Resolza Pizzadili Pattada Some fundamental stages of the manufacture of the resolza pattadesa (Pattadese jack knife) have emerged during some discussions with some Sardinian blacksmiths from Pattada. These stages can be described as follows.
The first thing to do is getting the horn needed for the haft: mouflon's horns were largely used because they were considered the best available; up until forty years ago finding them was easy: in fact in the woods of Mount Lerno there was plenty of such animals. The most used horns were, and still are, those of ram, but in case there was a lack of them, the blacksmiths used the horns of goat and sometimes those of ox.

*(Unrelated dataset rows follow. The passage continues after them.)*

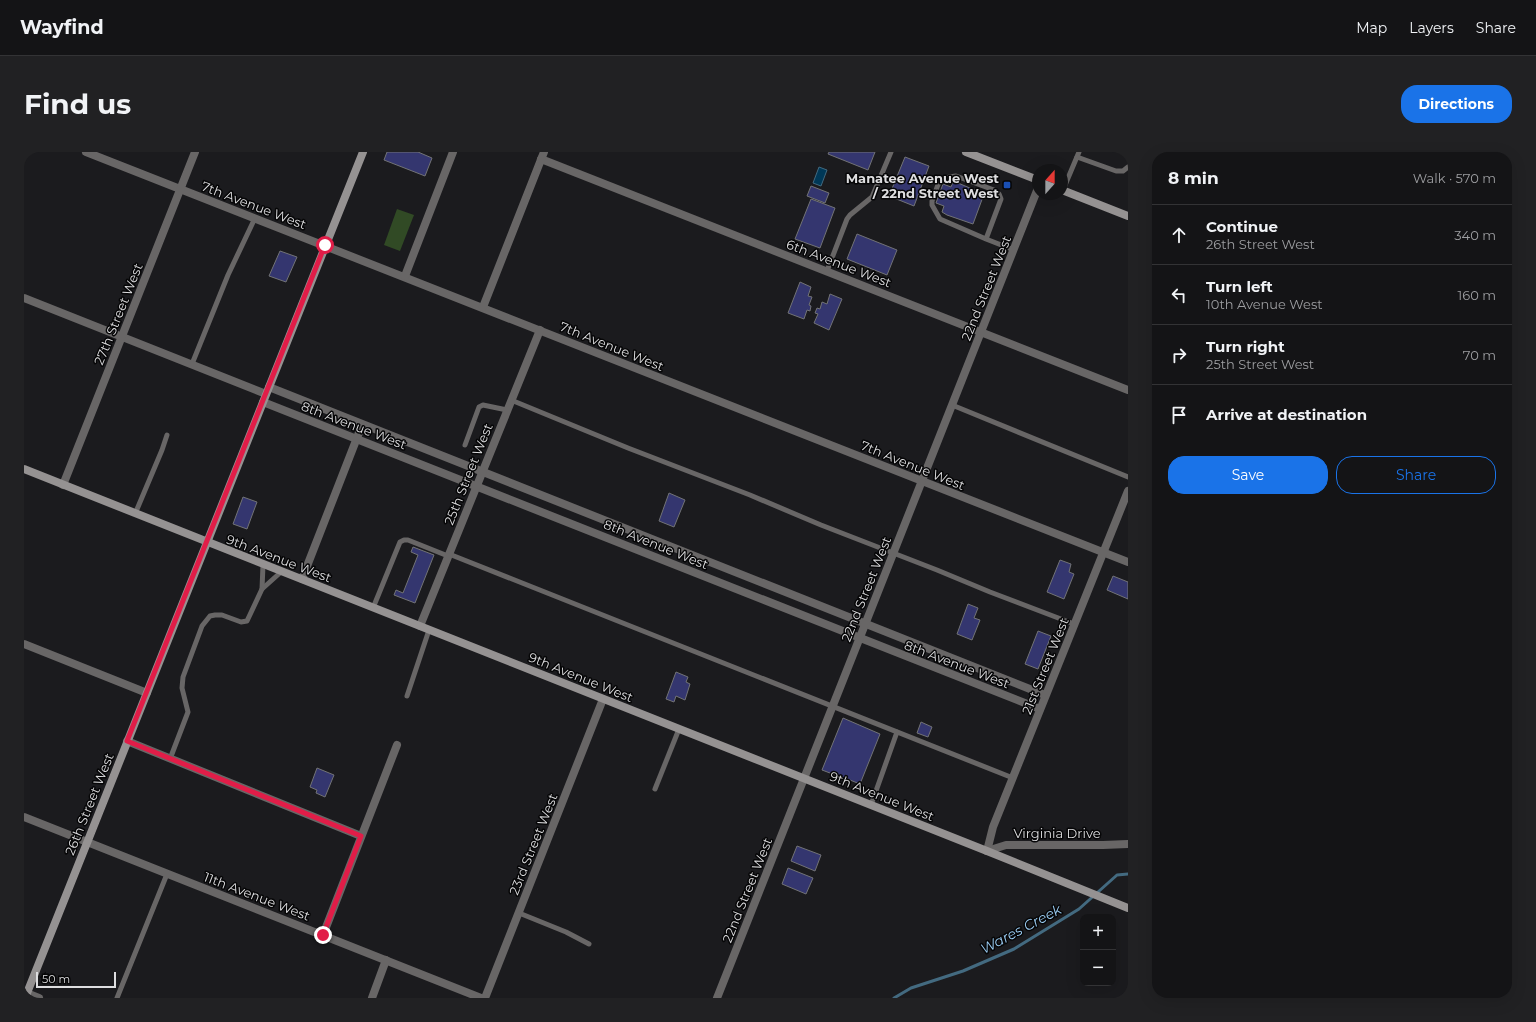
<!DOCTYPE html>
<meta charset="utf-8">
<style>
:root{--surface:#141416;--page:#212123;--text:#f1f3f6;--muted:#9d9ea1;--line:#333335;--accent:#1a73e8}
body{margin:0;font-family:Montserrat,sans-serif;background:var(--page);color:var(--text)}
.controls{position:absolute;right:12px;bottom:12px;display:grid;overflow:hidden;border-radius:8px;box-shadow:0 4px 16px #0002}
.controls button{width:36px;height:36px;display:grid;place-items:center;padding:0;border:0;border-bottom:1px solid var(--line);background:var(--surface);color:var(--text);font:20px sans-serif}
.compass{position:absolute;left:1008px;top:12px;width:36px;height:36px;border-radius:50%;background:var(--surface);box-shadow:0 4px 16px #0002;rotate:21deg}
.scale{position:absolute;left:12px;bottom:10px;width:80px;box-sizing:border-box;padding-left:4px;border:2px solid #dedee0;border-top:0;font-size:11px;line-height:14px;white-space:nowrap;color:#dedee0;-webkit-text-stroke:3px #060607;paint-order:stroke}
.stop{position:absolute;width:12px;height:12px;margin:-9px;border:3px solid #e11d48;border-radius:50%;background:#fff}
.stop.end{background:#e11d48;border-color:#fff;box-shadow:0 1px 4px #0008}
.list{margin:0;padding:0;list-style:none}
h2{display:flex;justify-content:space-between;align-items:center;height:52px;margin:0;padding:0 16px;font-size:17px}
h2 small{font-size:13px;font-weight:400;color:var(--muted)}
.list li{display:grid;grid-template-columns:26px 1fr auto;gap:12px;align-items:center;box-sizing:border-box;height:60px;padding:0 16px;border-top:1px solid var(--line)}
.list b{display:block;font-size:15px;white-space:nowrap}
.list p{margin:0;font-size:13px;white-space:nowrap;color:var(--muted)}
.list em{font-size:13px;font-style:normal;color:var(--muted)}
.actions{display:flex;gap:8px;padding:12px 16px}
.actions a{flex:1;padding:9px 0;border:1px solid var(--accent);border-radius:16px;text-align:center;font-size:14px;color:var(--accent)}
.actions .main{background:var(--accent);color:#fff}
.icon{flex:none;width:22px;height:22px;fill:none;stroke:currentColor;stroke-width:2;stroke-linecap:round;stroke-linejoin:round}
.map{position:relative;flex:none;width:1104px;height:846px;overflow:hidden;border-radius:16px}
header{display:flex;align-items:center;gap:24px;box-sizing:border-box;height:56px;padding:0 20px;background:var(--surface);border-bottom:1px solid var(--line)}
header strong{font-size:19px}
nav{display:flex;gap:22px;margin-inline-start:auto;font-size:14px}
.intro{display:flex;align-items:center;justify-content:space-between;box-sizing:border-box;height:96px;padding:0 24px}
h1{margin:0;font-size:28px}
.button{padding:10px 18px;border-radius:16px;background:var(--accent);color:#fff;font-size:14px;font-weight:700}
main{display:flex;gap:24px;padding:0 24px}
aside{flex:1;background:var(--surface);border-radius:16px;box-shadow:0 4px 16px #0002}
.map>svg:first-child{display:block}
.green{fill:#314a25}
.water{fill:#003857;stroke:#436a80}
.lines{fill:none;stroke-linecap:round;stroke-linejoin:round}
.stream{stroke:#436a80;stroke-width:3}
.building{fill:#34366f;stroke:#727376}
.lane{stroke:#686666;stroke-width:5}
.street{stroke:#686666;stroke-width:8}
.secondary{stroke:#959292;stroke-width:8}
.route{stroke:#e11d48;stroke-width:5}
.transit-dot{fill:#1a4fb4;stroke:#060607;stroke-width:1.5}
.labels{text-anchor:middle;stroke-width:3;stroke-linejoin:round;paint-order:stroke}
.poi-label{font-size:13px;font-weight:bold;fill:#dedee0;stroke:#060607;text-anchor:end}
.street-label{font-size:13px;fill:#dedee0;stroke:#060607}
.water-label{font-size:14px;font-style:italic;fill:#9bcdf4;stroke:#060607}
</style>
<header>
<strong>Wayfind</strong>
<nav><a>Map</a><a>Layers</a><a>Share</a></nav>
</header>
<div class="intro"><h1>Find us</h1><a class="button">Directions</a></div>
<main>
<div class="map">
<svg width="1104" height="846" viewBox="0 0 1104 846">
<rect width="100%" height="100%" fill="#1b1b1e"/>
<!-- green -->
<polygon class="green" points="373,57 390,63 376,99 360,93"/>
<!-- water -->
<polygon class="water" points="795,15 803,18 797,34 789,31"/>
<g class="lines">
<!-- stream -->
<polyline class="stream" points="870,846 887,836 939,819 990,797 1055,757 1093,723 1104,722"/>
</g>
<!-- building -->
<g class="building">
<polygon points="363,0 394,0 408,6 401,24 360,8"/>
<polygon points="805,0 851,0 844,18 804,2"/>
<polygon points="881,5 905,14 890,54 865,44"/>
<polygon points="929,30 934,31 960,42 949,72 923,63 918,60 920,54 912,51 919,32 927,35"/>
<polygon points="787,34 805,41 801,51 783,44"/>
<polygon points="787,47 811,56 796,96 771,87"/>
<polygon points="833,82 873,98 863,123 823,107"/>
<polygon points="256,99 273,105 262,130 245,124"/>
<polygon points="776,130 787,135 784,144 788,145 785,153 787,154 786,159 783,158 780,167 764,161"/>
<polygon points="806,142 818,147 805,178 790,171 794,162 791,161 793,156 796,157 798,150 803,152"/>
<polygon points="645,341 661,348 650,375 635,369"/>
<polygon points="219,345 233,350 223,377 209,372"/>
<polygon points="389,395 410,403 391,451 370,443 372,438 379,441 394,403 387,400"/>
<polygon points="1036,408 1047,412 1045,420 1050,422 1040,447 1023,440"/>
<polygon points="1089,424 1104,430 1104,447 1083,438"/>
<polygon points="944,452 954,456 950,466 956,468 948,488 933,482"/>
<polygon points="1014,479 1027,484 1014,517 1001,512"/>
<polygon points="652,520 664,525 662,530 666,532 661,548 652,544 650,550 642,547"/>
<polygon points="819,566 856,582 836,632 821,626 820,628 814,625 814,624 798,618"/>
<polygon points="897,570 908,575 904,585 893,581"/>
<polygon points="293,616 310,623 301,645 292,641 293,638 286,635"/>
<polygon points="773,694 797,703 791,719 767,709"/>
<polygon points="764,716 789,726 782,742 758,732"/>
</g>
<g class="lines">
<!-- lane -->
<g class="lane">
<polyline points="1053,5 1092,19 1099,19 1104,15"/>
<polyline points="1039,38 1055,0"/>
<polyline points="962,87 916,67 908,53 908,49 912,38 915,30 919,27 925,25 932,24 970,38 975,42 977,47 962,87 990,98"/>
<polyline points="803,119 823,67 826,63 848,45 867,0"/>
<polyline points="168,212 204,123 231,66"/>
<polyline points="487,248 604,296 726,343 797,373 913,418 966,440 1050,472"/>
<polyline points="928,253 1104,325"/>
<polyline points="441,293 455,255 459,253 483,258"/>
<polyline points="111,362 138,298 143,283"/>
<polyline points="425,402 989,626"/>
<polyline points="238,437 257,420"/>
<polyline points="349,456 376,390 380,388 384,388 424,404"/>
<polyline points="383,544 405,478"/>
<polyline points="146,607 164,560 158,536 159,525 178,474 186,464 191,463 198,463 217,470 223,469 238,437 239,413"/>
<polyline points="631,637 655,577"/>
<polyline points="847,653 873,580"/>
<polyline points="495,761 542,780 565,792"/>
<polyline points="93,846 143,722"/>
</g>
<!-- street -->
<g class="street">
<polyline points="62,0 1104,410"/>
<polyline points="517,7 1104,238"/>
<polyline points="381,124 429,0"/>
<polyline points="0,146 242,242"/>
<polyline points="459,155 520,0"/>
<polyline points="245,235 1021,543"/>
<polyline points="239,250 1016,557"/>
<polyline points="39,333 171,0"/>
<polyline points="278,427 338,273"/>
<polyline points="396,474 516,178"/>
<polyline points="0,492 123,541"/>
<polyline points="103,589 337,684"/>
<polyline points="0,665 457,846"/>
<polyline points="963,699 969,675 1104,339"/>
<polyline points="963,699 982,693 1079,693 1104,692"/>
<polyline points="299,783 373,593"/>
<polyline points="0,840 15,846"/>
<polyline points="348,846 362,808"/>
<polyline points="461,846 579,547"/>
<polyline points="693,846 1014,36"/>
</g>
<!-- secondary -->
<g class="secondary">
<polyline points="942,0 1014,28"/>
<polyline points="1038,38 1104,64"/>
<polyline points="0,317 963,699 1104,756"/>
<polyline points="1,846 339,0"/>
</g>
</g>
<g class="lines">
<!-- route -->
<polyline class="route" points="299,783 337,684 103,589 301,93"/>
</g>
<!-- markers -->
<rect class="transit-dot" x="979" y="29" width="8" height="8" rx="2"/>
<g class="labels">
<!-- poi labels -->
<g class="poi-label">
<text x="975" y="31">Manatee Avenue West<tspan x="975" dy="15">/ 22nd Street West</tspan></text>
</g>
<!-- street labels -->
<g class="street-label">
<text transform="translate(230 53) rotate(21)" y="5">7th Avenue West</text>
<text transform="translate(815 111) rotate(21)" y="5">6th Avenue West</text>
<text transform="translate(962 136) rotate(-68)" y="5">22nd Street West</text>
<text transform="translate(94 162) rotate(-68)" y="5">27th Street West</text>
<text transform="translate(588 194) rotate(22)" y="5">7th Avenue West</text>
<text transform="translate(330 273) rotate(21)" y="5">8th Avenue West</text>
<text transform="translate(889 313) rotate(22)" y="5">7th Avenue West</text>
<text transform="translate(444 322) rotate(-68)" y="5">25th Street West</text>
<text transform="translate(632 392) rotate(22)" y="5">8th Avenue West</text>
<text transform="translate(255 406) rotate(21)" y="5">9th Avenue West</text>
<text transform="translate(842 437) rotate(-68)" y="5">22nd Street West</text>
<text transform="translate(933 512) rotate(21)" y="5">8th Avenue West</text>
<text transform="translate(1021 514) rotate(-68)" y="5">21st Street West</text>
<text transform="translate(557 525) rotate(22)" y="5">9th Avenue West</text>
<text transform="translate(858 644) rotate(22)" y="5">9th Avenue West</text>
<text transform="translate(65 652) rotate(-68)" y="5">26th Street West</text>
<text x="1033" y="686">Virginia Drive</text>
<text transform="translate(509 692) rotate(-68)" y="5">23rd Street West</text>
<text transform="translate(723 738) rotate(-68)" y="5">22nd Street West</text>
<text transform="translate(233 744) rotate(21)" y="5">11th Avenue West</text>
</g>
<!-- water labels -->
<g class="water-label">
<text transform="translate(997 777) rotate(-28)" y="5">Wares Creek</text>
</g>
</g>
</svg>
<div class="controls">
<button>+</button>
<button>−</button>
</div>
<svg class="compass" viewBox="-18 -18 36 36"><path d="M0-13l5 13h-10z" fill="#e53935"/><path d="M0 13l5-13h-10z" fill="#9d9ea1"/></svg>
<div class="scale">50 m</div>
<div class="stop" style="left:301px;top:93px"></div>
<div class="stop end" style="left:299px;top:783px"></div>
</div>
<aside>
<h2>8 min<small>Walk · 570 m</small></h2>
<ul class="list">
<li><svg class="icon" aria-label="ahead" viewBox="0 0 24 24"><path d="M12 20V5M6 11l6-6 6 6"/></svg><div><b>Continue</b><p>26th Street West</p></div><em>340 m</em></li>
<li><svg class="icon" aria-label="left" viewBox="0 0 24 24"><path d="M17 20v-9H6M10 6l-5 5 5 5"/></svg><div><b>Turn left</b><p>10th Avenue West</p></div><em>160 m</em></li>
<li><svg class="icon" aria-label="right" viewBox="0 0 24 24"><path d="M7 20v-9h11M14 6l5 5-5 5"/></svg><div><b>Turn right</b><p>25th Street West</p></div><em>70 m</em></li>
<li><svg class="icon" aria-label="arrive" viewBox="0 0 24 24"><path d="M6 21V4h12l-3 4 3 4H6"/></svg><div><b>Arrive at destination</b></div></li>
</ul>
<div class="actions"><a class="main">Save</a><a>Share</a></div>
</aside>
</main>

Once the horn has been seasoned, the blacksmiths cuts its upper part with the scroll saw. While they do it, they are very careful not to ruin it because it is the good part that it will be used for the haft: the sides of the horn are discarded. Afterwards the horn is cleaned and heated into the forge in order to make it more malleable; when it is still warm it is put between two pieces of iron and it is cramped in order to straighten it.
While the horn cools down, the blacksmiths begin to bring the steel to a red heat into the forge, holding it with special tongs and being very careful that the metal does not exceed a certain temperature, because in the case the steel would lose its features. Once it has reached the right of temperature, while being kept still with the tongs on the anvil, the white-hot steel is forged with a hammer until it is given the shape of a blade. Once the blade has been well forged, it is refined with a file in order to give it a sharper and more elegant shape.
Then the most delicate and important stage of the process begins: the tempering of the blade. The blacksmiths carefully put the blade into the forge and they leave it until it reaches a fixed color that, depending on the quality of the steel, is usually yellow or cherry-red. Once the right temperature has been obtained, the blacksmiths remove the blade from the forge and sink it into a specific oil. Sometimes they need to “mitigate” the temperature by replacing the blade into the forge in order to heat it slowly.
At this stage the blacksmiths prepare the iron or steel arc between the two sides of the haft: they shape the haft and test the whole knife. Afterwards they drill the arc and the two sides of the knife and they fix them with small brass riveted nails.
Later they keep on working the blade with a file and a emery cloth. At this point they prepare the brass ring that keeps together the parts of the knife with a riveted nail. Then the blade i sharpened, cleaned and fixed to the haft. In the end the haft is finished off, always with a file and some sandpaper. Once the manufacture has been completed, the ring is decorated through engraving with various motives: now the knife is ready for delivery.